The batch driver walks a directory of safety trajectories and shells out to pipeline_pddl_to_video_thor5.py once per trajectory (via subprocess.run, using its own working directory as the CWD — that's why both scripts must live side by side, which they do here).

Arguments — test_pipeline_safety_trajs.py

Flag Type / default Description
--data_base path, default /mnt/external-ssd-2/safety_trajs Base directory containing the safety trajectories to render.
--output_base path, default /tmp/pipeline_safety_test Base directory for the per-trajectory output folders.
--x_display str, default 7 X display number forwarded to each rendering child process.
--max_trajs int, default None Cap on the number of trajectories to render (useful for smoke tests).
--hazard_type str, default None Restrict to one hazard type (e.g. appliance_misuse).
--split {train, valid_seen, valid_unseen} Restrict to one ALFRED split.
--seed int, default 42 Random seed used to shuffle the trajectory list.
--num_processes int, default 4 Parallel rendering worker count.
--python str, default python Python executable used to launch each child rendering job (e.g. /path/to/venv/bin/python).
--retry_from_log path Path to a previous batch log; only PARTIAL/FAILED entries are retried.
--retry_partial / --no_retry_partial flag (default on) Retry trajectories that completed partially.
--retry_failed / --no_retry_failed flag (default on) Retry trajectories that failed outright.
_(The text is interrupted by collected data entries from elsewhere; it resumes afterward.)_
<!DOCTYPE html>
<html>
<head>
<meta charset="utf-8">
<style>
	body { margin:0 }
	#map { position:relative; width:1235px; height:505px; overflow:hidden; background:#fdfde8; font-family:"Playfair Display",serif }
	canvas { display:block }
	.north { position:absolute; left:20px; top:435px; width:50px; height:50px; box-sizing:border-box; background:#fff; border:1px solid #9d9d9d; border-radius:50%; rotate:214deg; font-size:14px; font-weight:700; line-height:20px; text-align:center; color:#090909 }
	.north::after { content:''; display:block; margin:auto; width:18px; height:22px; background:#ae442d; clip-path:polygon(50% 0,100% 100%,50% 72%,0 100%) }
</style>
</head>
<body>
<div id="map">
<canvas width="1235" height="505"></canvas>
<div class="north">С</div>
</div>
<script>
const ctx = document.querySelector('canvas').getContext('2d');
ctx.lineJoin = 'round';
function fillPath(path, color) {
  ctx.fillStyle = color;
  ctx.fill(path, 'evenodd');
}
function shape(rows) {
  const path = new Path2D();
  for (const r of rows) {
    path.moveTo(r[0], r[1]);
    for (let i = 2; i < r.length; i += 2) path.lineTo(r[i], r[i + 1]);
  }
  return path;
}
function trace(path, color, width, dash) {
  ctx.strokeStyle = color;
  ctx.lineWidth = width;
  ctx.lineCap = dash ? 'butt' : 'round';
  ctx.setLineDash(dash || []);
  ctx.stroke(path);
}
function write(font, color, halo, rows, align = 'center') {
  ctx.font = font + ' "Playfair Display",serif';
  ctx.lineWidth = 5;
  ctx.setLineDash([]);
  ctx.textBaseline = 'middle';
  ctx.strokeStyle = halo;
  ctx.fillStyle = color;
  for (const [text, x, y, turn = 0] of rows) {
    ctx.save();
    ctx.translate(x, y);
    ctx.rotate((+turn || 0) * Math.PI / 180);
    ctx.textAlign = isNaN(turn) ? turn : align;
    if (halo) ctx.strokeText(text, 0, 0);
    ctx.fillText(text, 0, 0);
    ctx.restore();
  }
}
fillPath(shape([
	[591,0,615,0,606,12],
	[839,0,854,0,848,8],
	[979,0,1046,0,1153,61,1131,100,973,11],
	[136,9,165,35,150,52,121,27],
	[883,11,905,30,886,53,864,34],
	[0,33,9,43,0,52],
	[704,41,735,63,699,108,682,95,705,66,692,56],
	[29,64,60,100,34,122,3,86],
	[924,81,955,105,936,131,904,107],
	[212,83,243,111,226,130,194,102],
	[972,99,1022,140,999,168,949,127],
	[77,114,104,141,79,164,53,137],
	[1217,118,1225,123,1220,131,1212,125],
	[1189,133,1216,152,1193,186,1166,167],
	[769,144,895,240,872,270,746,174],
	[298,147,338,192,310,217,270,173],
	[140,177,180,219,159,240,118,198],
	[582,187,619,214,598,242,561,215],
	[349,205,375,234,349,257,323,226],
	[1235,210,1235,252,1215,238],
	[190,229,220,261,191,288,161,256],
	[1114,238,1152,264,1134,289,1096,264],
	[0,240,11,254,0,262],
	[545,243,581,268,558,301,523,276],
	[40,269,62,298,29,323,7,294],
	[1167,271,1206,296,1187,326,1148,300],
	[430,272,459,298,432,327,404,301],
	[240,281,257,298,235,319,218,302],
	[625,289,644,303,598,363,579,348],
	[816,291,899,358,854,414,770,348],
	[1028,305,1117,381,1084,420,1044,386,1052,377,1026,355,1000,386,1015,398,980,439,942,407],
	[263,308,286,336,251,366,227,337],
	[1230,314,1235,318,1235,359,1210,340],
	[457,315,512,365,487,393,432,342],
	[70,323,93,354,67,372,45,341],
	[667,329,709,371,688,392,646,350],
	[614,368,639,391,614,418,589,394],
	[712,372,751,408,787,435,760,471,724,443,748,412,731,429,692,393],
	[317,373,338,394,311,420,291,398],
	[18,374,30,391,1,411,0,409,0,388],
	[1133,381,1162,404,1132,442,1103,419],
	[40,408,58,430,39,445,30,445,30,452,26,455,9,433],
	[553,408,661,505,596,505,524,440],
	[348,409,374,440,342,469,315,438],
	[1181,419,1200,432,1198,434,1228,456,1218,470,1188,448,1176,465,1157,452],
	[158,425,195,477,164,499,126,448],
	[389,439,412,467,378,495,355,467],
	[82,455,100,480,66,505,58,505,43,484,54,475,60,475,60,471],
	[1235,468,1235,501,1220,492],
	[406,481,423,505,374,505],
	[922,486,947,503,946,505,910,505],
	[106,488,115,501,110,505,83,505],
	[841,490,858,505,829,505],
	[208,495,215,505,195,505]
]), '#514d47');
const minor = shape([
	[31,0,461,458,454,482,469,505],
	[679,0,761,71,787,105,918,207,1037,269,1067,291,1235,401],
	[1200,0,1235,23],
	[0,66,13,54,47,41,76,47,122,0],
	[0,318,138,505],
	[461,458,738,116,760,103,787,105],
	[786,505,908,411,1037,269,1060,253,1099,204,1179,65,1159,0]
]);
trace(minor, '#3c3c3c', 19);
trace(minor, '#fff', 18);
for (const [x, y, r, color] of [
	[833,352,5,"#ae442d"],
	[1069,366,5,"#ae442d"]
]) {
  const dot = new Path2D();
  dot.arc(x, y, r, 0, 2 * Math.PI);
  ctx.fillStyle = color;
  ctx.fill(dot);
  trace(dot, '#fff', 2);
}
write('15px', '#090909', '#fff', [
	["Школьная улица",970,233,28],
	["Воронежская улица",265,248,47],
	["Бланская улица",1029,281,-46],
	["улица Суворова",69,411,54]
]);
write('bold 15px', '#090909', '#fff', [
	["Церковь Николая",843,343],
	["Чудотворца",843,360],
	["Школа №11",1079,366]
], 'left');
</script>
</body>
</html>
3. Running model inference

The SLURM batch scripts in scripts/ launch the three inference drivers in src/inference/. Each model family has a *_QA/ directory (the QA-style "is there a hazard?" evaluation) and a *_embodied/ directory (next-action prediction with few-shot in-context examples).

3.1 Inference drivers

Driver Purpose Script
QA evaluation Asks the model whether the current frame contains a safety hazard, optionally in a few-shot "complex" prompt. src/inference/qwen_vl_safety_eval_vllm.py
Embodied evaluation Few-shot in-context next-action prediction over the SafetyALFRED trajectories. src/inference/qwen_vl_fewshot_icl_eval_vllm_512.py
QA-conditioned embodied Same as above, but conditioned on previously generated QA answers (--qa-file). src/inference/qwen_vl_fewshot_icl_eval_vllm_with_qa.py

All three use vLLM for inference and accept the same shared flags: --model, --output, --tensor-parallel-size, --max-num-seqs, --max-model-len, --quantization bitsandbytes, --load-in-4bit, --no-metadata (vision-only mode — drop the textual scene description), --super-batch-per-category, --categories, and --generated-only / --generated-mode {only,include,exclude} for ALFRED-generated trajectories.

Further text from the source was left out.